ARM vs RISC-V Vector Extensions

A comparison of the RISC-V vector extension (RVV) and ARM scalable vector extension (SVE/SVE2).

Performance increases has been stalling, creating a need to utilize more transistors for parallel processing in different ways, whether multi-core, vector-processing or out-of-order execution.
With Single-Instruction-Multiple-Data (SIMD) instructions unlike normal Single-Instruction-Single-Data (SISD) instructions each instruction (green) processes multiple independent streams of data (blue).

The Problem with ARM Scalable Vector Instructions (SVE)

While researching SVE, it was not obvious to me why I struggled to grasp it, but when picking up my RISC-V book and re-reading the vector-extensions chapter it became clear.

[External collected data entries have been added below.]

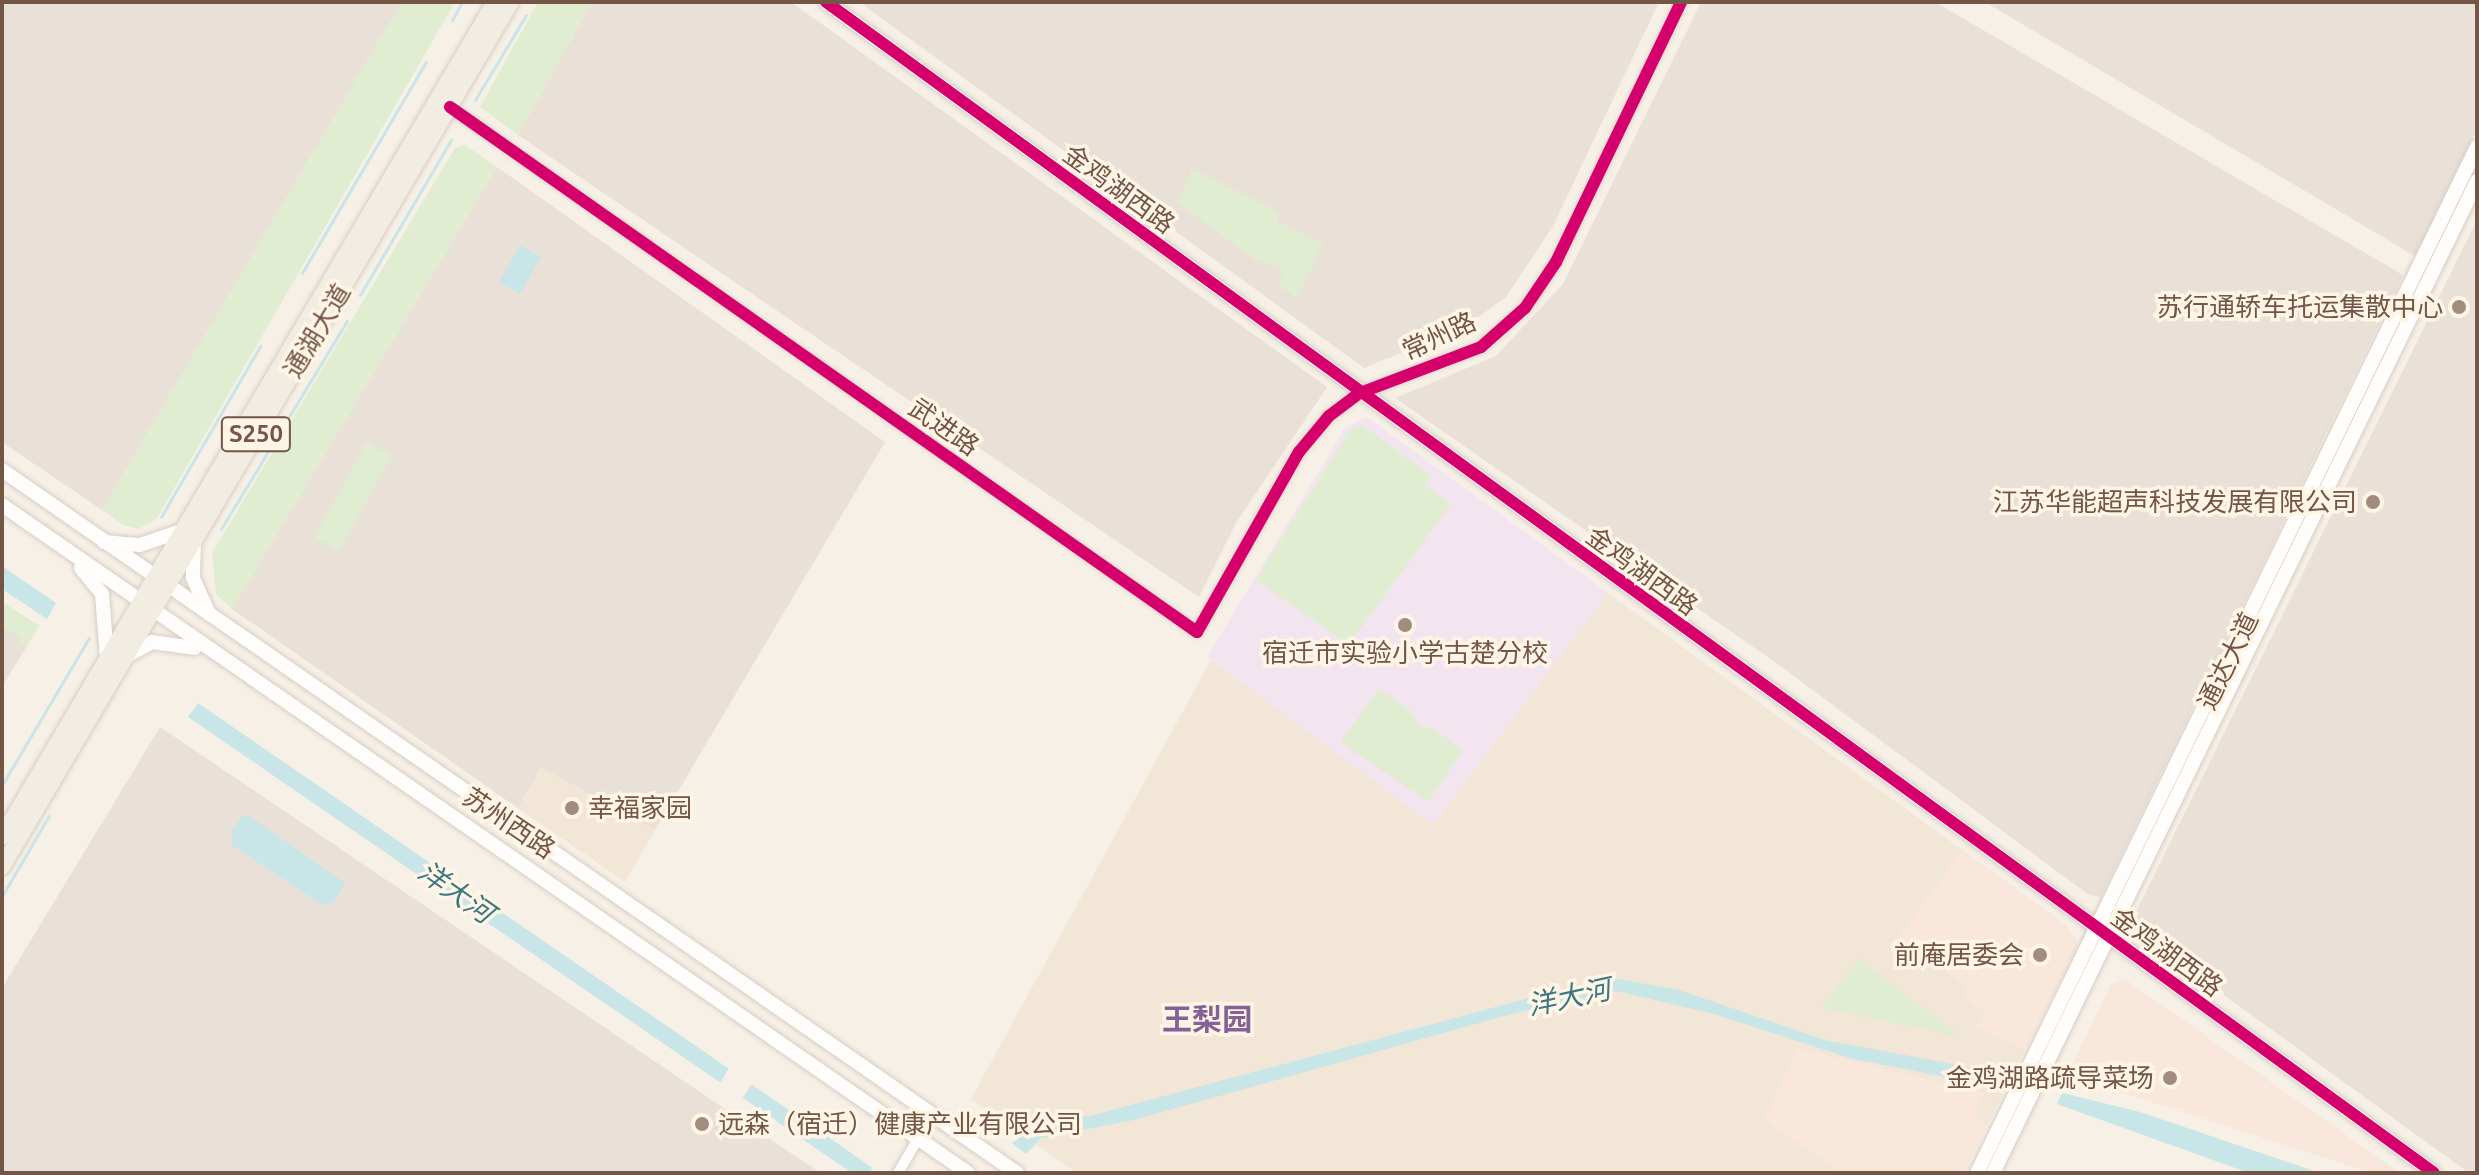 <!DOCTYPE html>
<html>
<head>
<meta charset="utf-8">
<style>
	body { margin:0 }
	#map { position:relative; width:2479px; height:1175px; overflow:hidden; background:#f6f0e6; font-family:Ubuntu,"Noto Sans SC",sans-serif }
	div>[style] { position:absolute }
	.residential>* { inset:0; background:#f2e6d6 }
	.commercial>* { inset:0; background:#fae7db }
	.industrial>* { inset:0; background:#e9e0d7 }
	.education>* { inset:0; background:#f2e5f0 }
	.green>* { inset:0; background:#e1edd0 }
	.water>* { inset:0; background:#c8e5e7 }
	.pier>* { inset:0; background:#f6f0e6 }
	.stream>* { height:3px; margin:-1.5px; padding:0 1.5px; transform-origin:1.5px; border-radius:1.5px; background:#c8e5e7 }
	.roads { filter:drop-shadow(0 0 2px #d7cdc4) drop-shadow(0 0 2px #d7cdc4) }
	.street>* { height:10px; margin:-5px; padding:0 5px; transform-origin:5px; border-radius:5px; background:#fefdfb }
	.secondary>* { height:14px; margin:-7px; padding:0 7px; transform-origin:7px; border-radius:7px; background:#fefdfb }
	.primary>* { height:16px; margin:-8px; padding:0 8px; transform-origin:8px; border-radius:8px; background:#f2ede3 }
	.cycleway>* { height:12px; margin:-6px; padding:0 6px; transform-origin:6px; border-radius:6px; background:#d6006c }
	.dots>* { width:22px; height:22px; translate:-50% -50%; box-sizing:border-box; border:4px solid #fff5e6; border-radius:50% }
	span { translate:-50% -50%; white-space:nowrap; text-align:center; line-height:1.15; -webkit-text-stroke:7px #fff5e6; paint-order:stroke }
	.shield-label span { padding:2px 6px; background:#fff5e6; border:2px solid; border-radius:6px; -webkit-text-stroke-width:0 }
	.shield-label { font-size:24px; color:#745646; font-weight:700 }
	.street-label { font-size:26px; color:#745646 }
	.poi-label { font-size:26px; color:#745646 }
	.right { translate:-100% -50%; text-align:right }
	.left { translate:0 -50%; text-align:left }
	.water-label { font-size:28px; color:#3c7782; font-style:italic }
	.quarter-label { font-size:30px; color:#856198; font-weight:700 }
	.frame { position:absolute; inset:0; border:4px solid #745646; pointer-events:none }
</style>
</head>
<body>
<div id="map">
	<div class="residential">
		<i style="clip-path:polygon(1608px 593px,2066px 925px,2075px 938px,2077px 946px,1963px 1173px,1077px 1173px,971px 1099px,1211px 660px,1433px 825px)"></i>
		<i style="clip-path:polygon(540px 766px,655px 830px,625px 882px,518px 808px)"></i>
	</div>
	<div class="commercial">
		<i style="clip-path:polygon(1962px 850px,2066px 925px,2075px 938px,2077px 946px,2024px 1050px,1975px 1027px,1985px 1012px,1962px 995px,1967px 987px,1899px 936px)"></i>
		<i style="clip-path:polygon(2120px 980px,2129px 982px,2400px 1173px,2372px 1173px,2067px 1075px,2111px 984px)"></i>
		<i style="clip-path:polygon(1797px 1048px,1984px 1093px,1973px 1115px,1987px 1125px,1963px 1173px,1843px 1173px,1772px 1125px,1765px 1118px)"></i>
	</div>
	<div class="industrial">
		<i style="clip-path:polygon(2px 2px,402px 2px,102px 510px,2px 442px)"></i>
		<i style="clip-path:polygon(592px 2px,791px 2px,1327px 387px,1236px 523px,1199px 597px,518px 135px)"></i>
		<i style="clip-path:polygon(859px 2px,1659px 2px,1553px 226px,1506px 297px,1466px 326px,1364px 368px)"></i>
		<i style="clip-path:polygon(1701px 2px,1935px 2px,2403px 275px,2101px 897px,2089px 895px,1775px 662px,1395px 398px,1496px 356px,1563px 284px)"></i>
		<i style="clip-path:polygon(1985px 2px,2477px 2px,2477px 129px,2415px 256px)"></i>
		<i style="clip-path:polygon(497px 167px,885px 442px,655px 830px,541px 767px,518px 808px,232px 609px)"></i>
		<i style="clip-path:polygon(2477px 220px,2477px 1173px,2469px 1173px,2129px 926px)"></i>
		<i style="clip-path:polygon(2px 602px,39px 626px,2px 687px)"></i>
		<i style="clip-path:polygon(160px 727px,786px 1150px,821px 1173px,2px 1173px,2px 988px)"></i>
	</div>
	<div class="education">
		<i style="clip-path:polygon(1367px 417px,1608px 593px,1433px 825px,1207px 657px,1346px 427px)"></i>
	</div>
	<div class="green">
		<i style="clip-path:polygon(402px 2px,455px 2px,157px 518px,139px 529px,123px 525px,102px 510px)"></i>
		<i style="clip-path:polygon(538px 2px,592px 2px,518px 135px,480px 107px)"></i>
		<i style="clip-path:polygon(465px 145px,497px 167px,232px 609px,216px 594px,212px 553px,455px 148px)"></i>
		<i style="clip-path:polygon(1192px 169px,1277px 211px,1279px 222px,1323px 244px,1297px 298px,1278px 285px,1283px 270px,1256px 260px,1177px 202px)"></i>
		<i style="clip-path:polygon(1362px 425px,1432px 476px,1426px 486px,1451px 504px,1349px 645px,1256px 580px,1349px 431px)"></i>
		<i style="clip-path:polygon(367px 442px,392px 456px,339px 551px,314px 537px)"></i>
		<i style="clip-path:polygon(2px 602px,39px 626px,26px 647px,19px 643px,21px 636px,2px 628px)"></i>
		<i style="clip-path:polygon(1379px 689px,1411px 711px,1420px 726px,1434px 729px,1463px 751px,1428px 802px,1340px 742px)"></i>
		<i style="clip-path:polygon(1859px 959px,1942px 1023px,1961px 1037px,1822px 1008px)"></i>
	</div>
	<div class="water">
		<i style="clip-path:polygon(520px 245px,541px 257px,520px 294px,499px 282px)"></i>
		<i style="clip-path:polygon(2px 566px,56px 603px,47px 619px,2px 589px)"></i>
		<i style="clip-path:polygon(198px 703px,857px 1157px,872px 1168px,870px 1173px,852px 1173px,188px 717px)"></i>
		<i style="clip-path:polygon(249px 816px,345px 883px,333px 903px,321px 904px,232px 845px,232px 831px,241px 817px)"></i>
		<i style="clip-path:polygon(1618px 979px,1679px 990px,1825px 1040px,2016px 1076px,2008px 1089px,1853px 1059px,1714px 1014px,1617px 991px,1511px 1014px,1134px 1120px,1041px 1138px,1026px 1154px,1012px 1143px,1043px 1121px,1090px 1116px,1544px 994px)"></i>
		<i style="clip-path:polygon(2062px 1093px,2140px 1112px,2320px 1173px,2249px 1173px,2057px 1104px)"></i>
	</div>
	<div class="pier">
		<i style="clip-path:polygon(730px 1066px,753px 1082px,740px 1102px,718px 1087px)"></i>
	</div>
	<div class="stream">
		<i style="left:452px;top:20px;width:21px;rotate:-61deg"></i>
		<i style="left:475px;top:100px;width:99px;rotate:-59deg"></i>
		<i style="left:302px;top:273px;width:245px;rotate:-59.6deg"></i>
		<i style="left:360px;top:295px;width:180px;rotate:-59.6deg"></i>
		<i style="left:161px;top:517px;width:198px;rotate:-59.9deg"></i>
		<i style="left:221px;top:529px;width:243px;rotate:-58.8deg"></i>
		<i style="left:2px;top:785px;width:171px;rotate:-59.4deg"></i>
		<i style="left:2px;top:896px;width:93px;rotate:-59.6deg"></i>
	</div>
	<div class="roads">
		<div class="street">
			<i style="left:450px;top:107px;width:913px;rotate:35.1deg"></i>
			<i style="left:1197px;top:632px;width:207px;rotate:-60.5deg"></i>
			<i style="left:1299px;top:452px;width:47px;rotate:-50.2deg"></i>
			<i style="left:1329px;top:416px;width:39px;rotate:-37deg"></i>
			<i style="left:1360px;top:393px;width:129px;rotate:-20.8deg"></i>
			<i style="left:1481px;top:347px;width:59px;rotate:-41.6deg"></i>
			<i style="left:1525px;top:308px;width:55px;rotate:-56deg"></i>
			<i style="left:1556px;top:262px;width:288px;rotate:-64.3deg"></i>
			<i style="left:898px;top:1173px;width:69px;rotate:-59.7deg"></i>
		</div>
		<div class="secondary">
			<i style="left:826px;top:2px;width:1989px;rotate:36.06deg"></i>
			<i style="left:2px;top:470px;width:1235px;rotate:34.71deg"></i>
			<i style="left:2px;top:505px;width:1174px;rotate:34.66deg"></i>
			<i style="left:104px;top:542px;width:36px;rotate:5deg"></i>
			<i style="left:140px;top:545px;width:43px;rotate:-18.9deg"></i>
			<i style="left:194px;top:543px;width:35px;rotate:92deg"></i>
			<i style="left:193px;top:578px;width:39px;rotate:66deg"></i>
			<i style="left:81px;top:568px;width:33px;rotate:51deg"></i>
			<i style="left:102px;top:594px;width:64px;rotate:85.5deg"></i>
			<i style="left:128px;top:655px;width:27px;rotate:-28deg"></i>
			<i style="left:152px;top:642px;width:43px;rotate:7.9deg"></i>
			<i style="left:1977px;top:1173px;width:1141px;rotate:-64.02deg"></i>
			<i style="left:1993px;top:1173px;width:1104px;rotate:-63.99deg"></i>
		</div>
		<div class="primary">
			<i style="left:2px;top:837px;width:970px;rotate:-59.44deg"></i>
			<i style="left:2px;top:867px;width:1004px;rotate:-59.53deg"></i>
		</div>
	</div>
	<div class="cycleway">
		<i style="left:826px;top:2px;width:1989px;rotate:36.06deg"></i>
		<i style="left:450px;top:107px;width:913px;rotate:35.1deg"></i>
		<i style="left:1197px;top:632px;width:207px;rotate:-60.5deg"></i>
		<i style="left:1299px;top:452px;width:47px;rotate:-50.2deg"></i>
		<i style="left:1329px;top:416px;width:39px;rotate:-37deg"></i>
		<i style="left:1360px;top:393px;width:129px;rotate:-20.8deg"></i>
		<i style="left:1481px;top:347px;width:59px;rotate:-41.6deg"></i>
		<i style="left:1525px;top:308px;width:55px;rotate:-56deg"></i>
		<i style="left:1556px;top:262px;width:288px;rotate:-64.3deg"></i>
	</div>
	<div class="dots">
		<i style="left:2459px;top:307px;background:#a28c7e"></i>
		<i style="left:2373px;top:502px;background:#a28c7e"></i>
		<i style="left:1405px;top:625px;background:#a28c7e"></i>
		<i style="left:572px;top:808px;background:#a28c7e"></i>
		<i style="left:2040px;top:955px;background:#a28c7e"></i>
		<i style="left:2170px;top:1078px;background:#a28c7e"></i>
		<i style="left:702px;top:1124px;background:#a28c7e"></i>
	</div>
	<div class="shield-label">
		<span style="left:256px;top:434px">S250</span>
	</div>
	<div class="street-label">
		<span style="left:1119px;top:189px;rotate:36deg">金鸡湖西路</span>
		<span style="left:317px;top:331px;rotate:-59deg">通湖大道</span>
		<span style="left:1439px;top:336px;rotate:-25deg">常州路</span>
		<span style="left:944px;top:427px;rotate:35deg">武进路</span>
		<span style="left:1642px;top:571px;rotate:36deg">金鸡湖西路</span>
		<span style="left:2228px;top:661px;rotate:-64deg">通达大道</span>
		<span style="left:509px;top:823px;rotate:34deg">苏州西路</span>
		<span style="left:2167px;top:952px;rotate:36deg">金鸡湖西路</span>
	</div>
	<div class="poi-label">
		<span class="right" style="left:2443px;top:307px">苏行通轿车托运集散中心</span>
		<span class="right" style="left:2357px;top:502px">江苏华能超声科技发展有限公司</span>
		<span style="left:1405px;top:653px">宿迁市实验小学古楚分校</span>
		<span class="left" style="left:588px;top:808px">幸福家园</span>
		<span class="right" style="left:2024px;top:955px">前庵居委会</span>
		<span class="right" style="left:2154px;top:1078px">金鸡湖路疏导菜场</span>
		<span class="left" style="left:718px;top:1124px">远森（宿迁）健康产业有限公司</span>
	</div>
	<div class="water-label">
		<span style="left:456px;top:892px;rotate:35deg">洋大河</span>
		<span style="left:1569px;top:997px;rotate:-12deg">洋大河</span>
	</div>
	<div class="quarter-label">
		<span style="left:1207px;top:1019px">王梨园</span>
	</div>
	<div class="frame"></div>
</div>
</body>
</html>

LD1D z1.D, p0/Z, [x1, x3, LSL #3]

The Beauty of RISC-V Vector Instructions

An overview of all the RISC-V Vector extensions instructions (RVV) fit on one book page. There are not many of them, and unlike ARM SVE, the have a pretty simple syntax. Here is a vector load instruction for RISC-V:

VLD v0, x10
LD1 v0.16b, [x10]  # Load 16 byte values at address in x10
LDR d0, [x10]    # Load 64-bit value from address in x10
LD1D z0.b, p0/z, [x10] # Load ? number of byte elements
LD1D z0.d, p0/z, [x10] # Load double word (64-bit) elements

Registers with the Same Name?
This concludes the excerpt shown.